The task.
Return the lines of the data below in which the string "image" occurs.

Records to process.
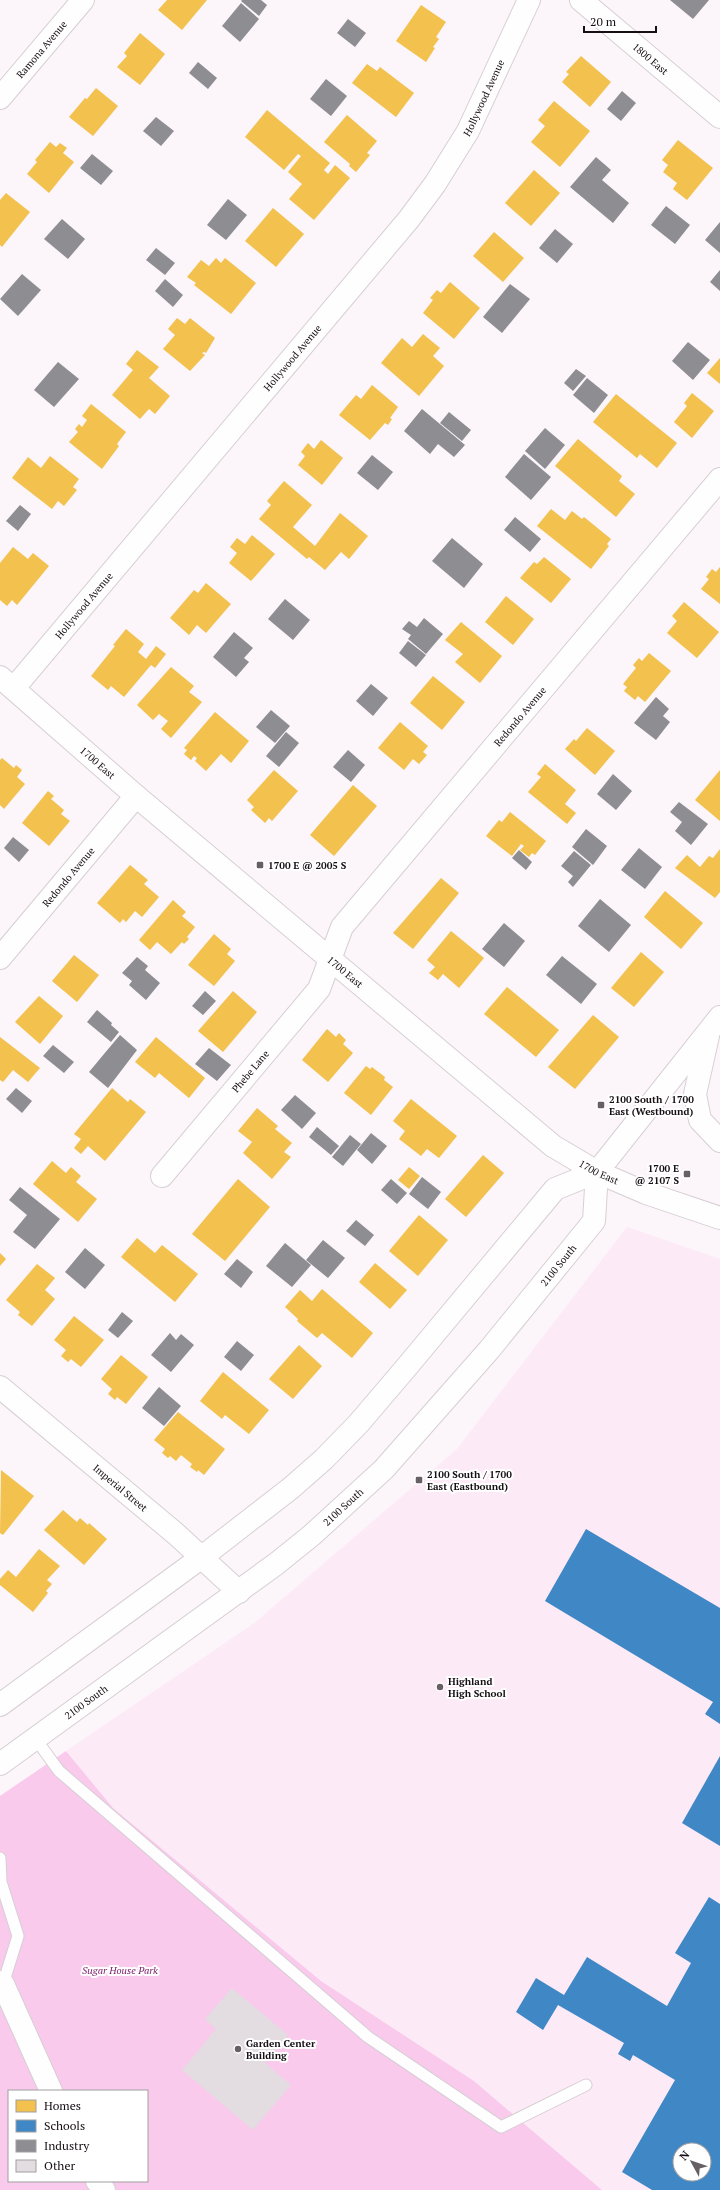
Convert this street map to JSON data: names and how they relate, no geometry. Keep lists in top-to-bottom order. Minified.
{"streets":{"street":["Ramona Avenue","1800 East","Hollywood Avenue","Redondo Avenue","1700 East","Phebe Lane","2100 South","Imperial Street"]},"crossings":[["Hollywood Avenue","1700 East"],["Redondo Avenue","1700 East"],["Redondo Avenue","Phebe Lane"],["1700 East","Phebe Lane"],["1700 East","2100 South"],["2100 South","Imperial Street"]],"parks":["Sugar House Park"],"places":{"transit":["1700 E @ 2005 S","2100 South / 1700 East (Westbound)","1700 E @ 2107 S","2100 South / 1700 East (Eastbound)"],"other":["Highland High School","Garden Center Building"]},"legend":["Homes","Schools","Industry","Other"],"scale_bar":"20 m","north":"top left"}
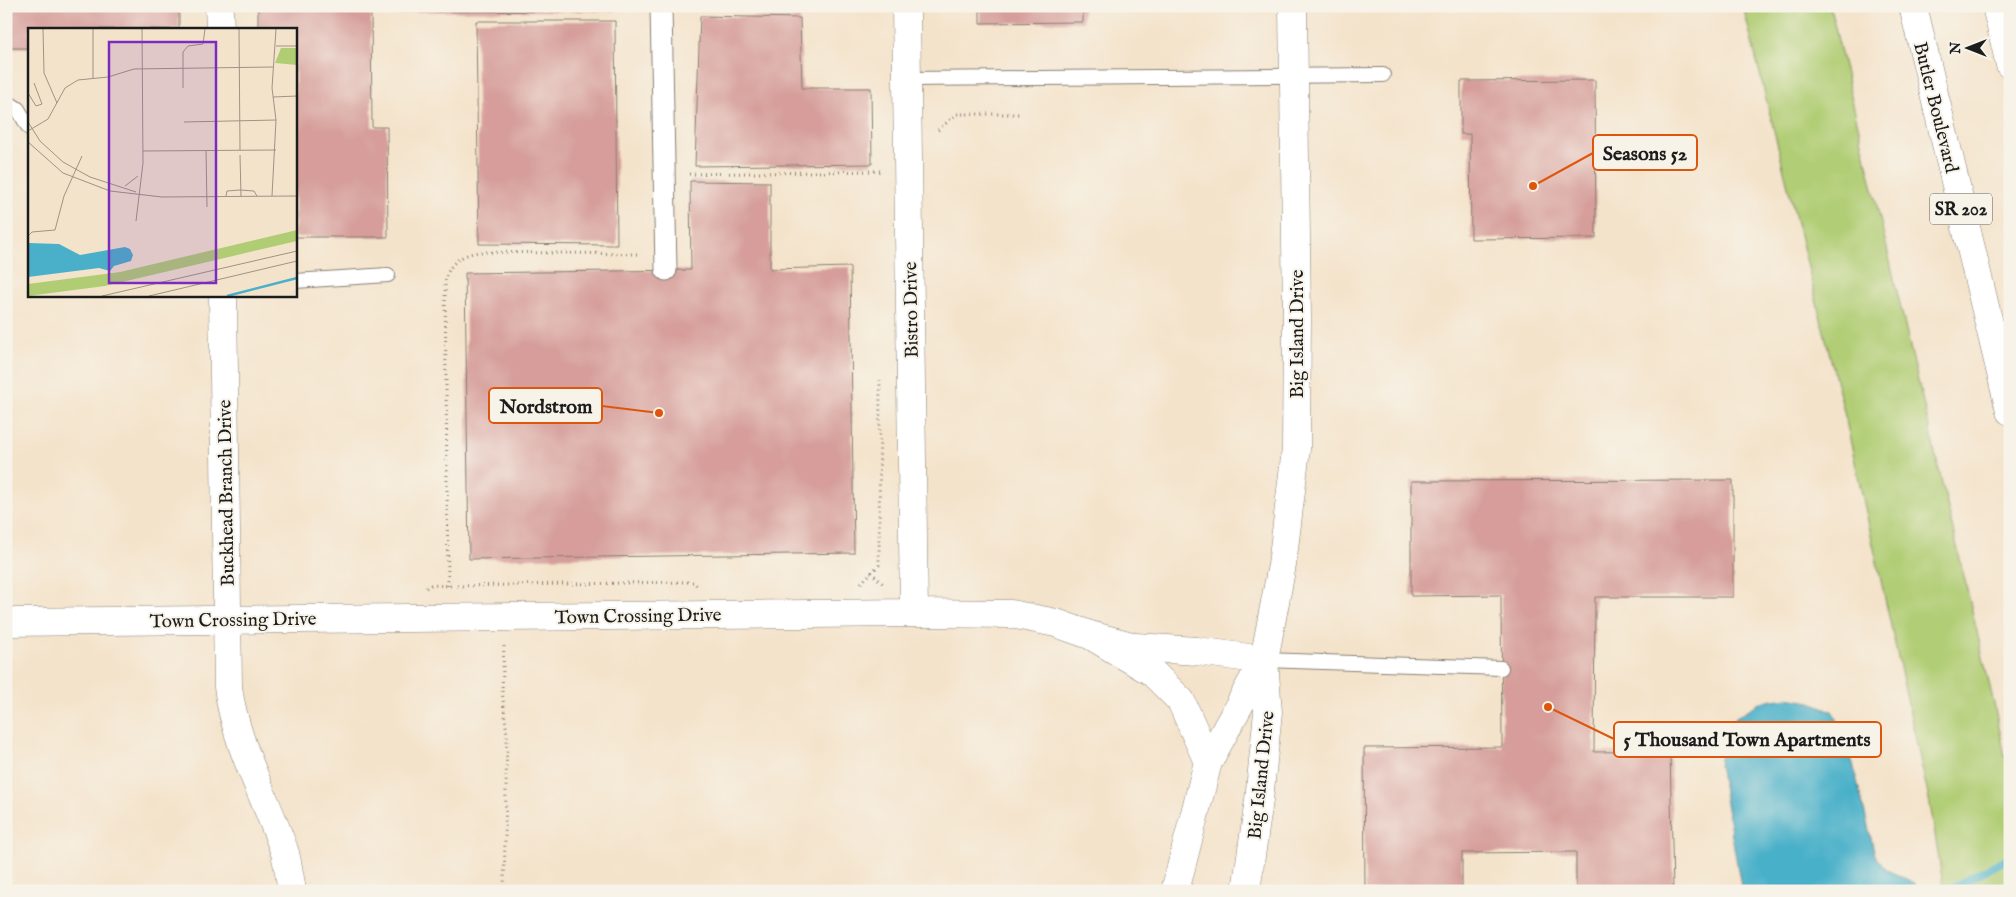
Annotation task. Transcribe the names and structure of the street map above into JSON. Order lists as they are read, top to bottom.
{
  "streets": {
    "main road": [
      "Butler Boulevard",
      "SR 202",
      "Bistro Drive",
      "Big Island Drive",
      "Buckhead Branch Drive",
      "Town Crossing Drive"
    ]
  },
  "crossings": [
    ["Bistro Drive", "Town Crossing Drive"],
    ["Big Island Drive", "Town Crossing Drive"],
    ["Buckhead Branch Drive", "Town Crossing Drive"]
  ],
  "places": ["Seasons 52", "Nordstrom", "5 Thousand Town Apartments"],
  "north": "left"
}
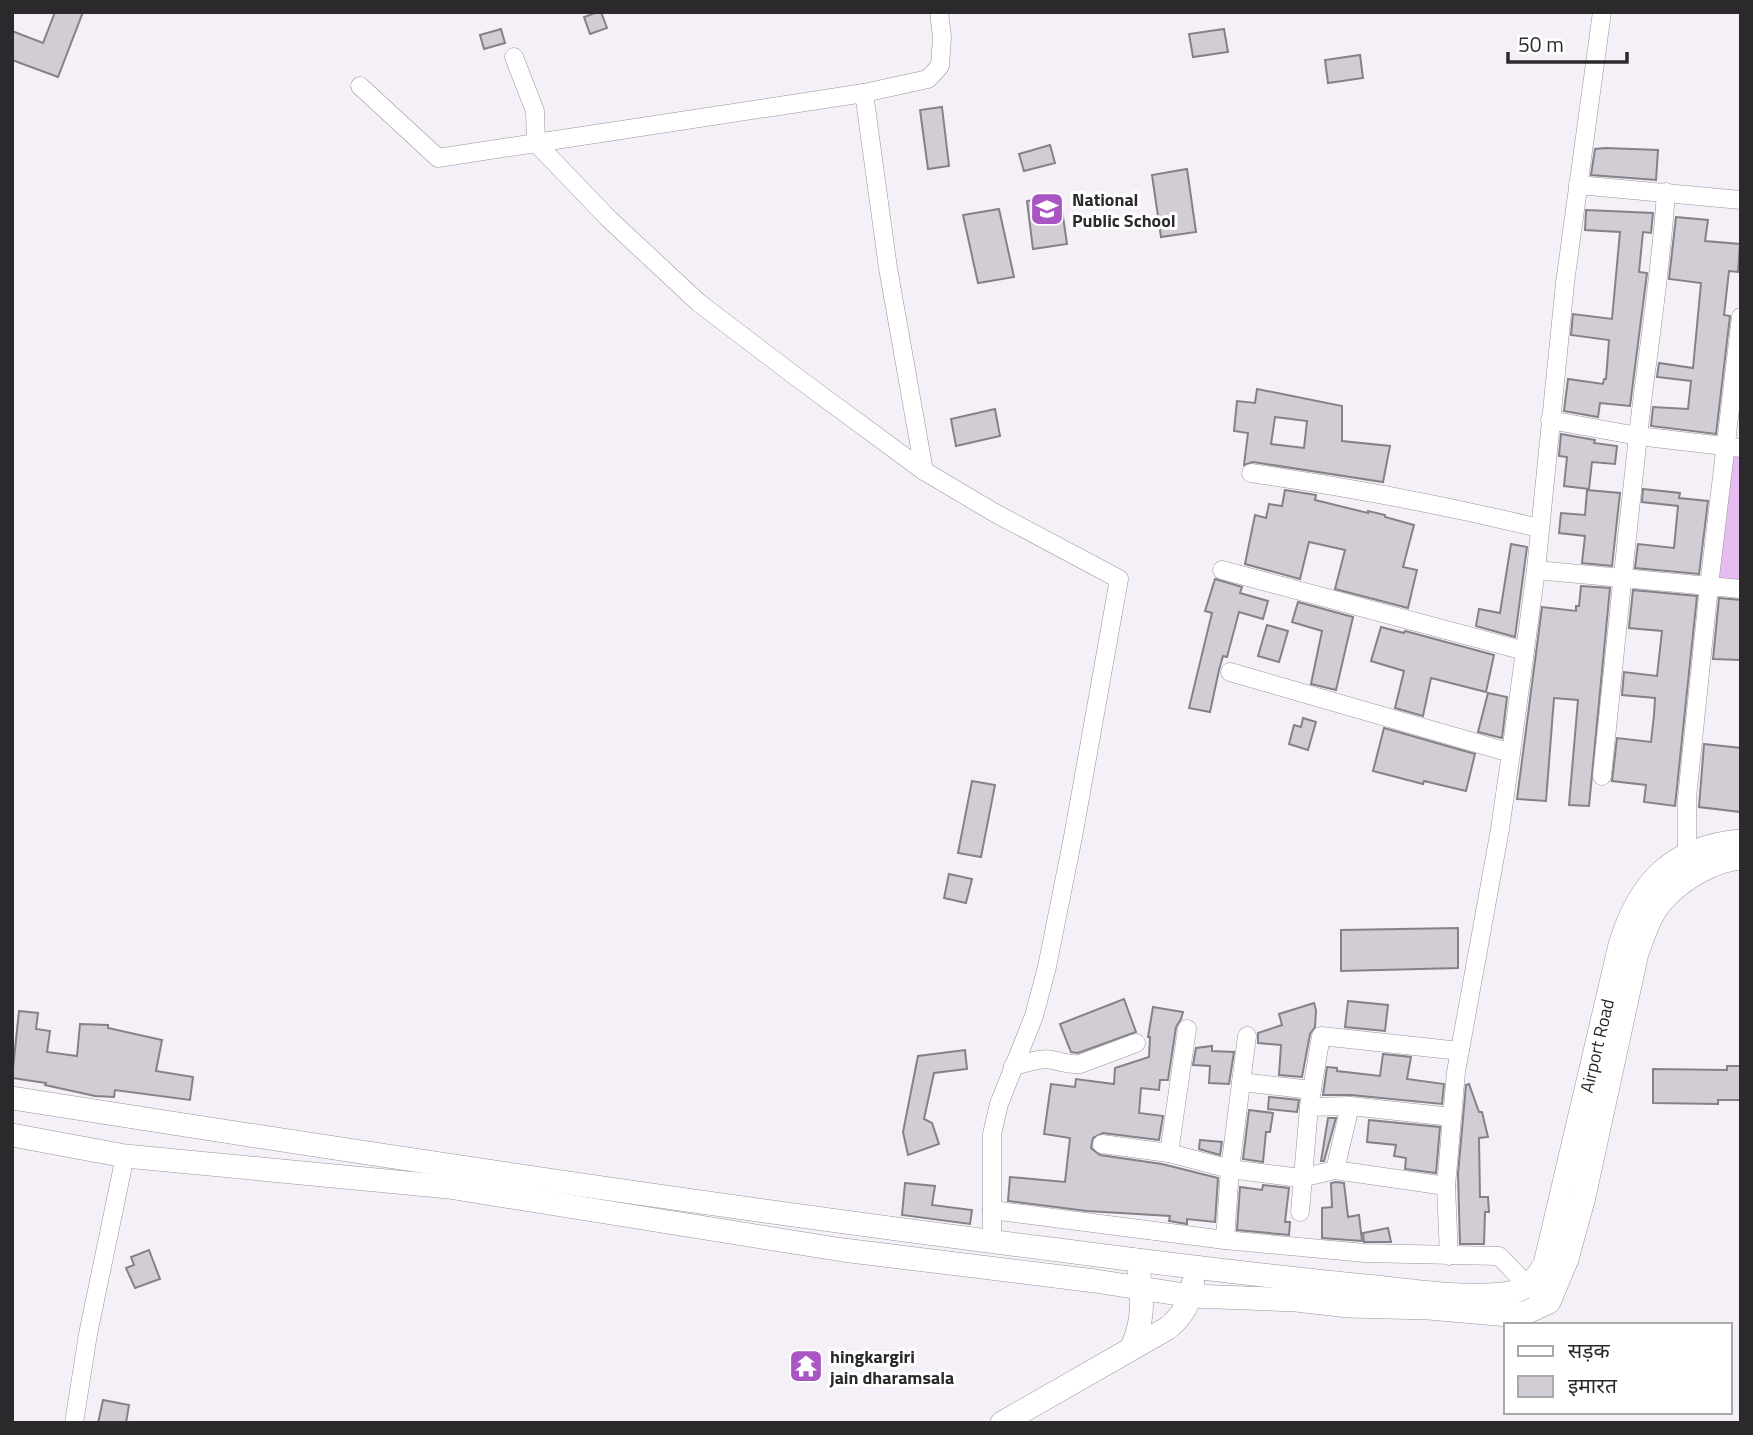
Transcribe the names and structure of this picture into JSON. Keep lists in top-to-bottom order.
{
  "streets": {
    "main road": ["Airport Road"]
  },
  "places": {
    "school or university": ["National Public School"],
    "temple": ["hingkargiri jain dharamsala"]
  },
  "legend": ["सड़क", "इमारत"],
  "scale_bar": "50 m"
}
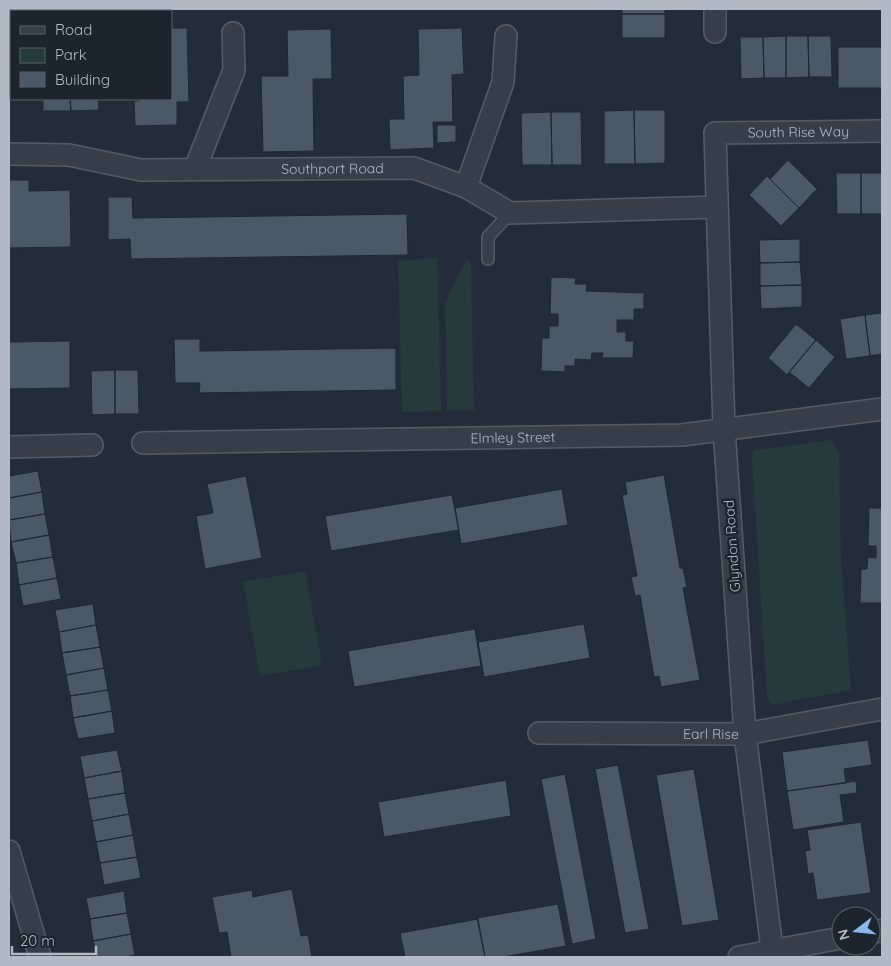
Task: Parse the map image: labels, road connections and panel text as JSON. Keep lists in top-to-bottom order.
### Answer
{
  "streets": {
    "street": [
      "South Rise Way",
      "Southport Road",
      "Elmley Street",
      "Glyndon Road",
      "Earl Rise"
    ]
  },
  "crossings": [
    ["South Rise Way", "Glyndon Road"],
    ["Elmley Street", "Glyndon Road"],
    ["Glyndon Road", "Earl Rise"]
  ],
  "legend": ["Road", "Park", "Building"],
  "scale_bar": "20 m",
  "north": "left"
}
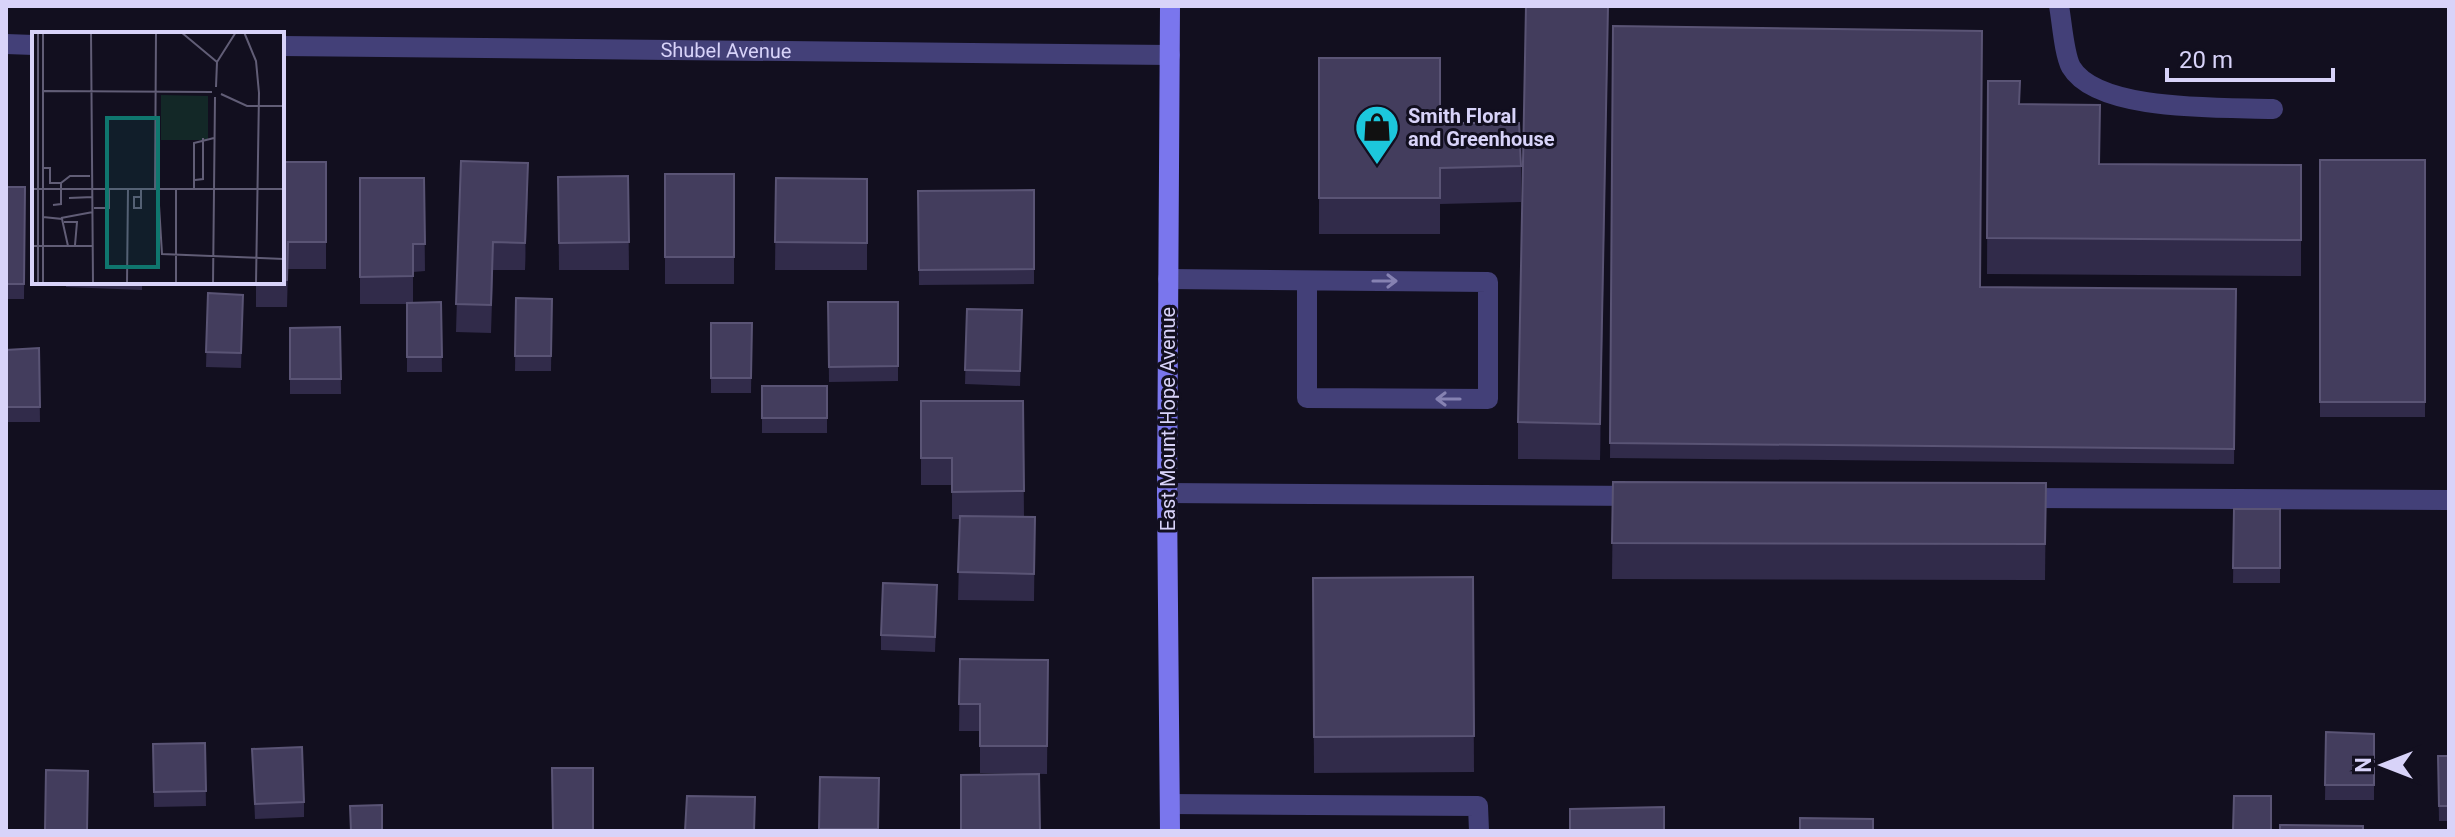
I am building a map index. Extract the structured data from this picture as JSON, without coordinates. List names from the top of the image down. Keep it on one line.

Solution to this task.
Task: Parse the map image: labels, road connections and panel text as JSON. Keep lists in top-to-bottom order.
I am building a map index. Extract the structured data from this picture as JSON, without coordinates. List names from the top of the image down. Keep it on one line.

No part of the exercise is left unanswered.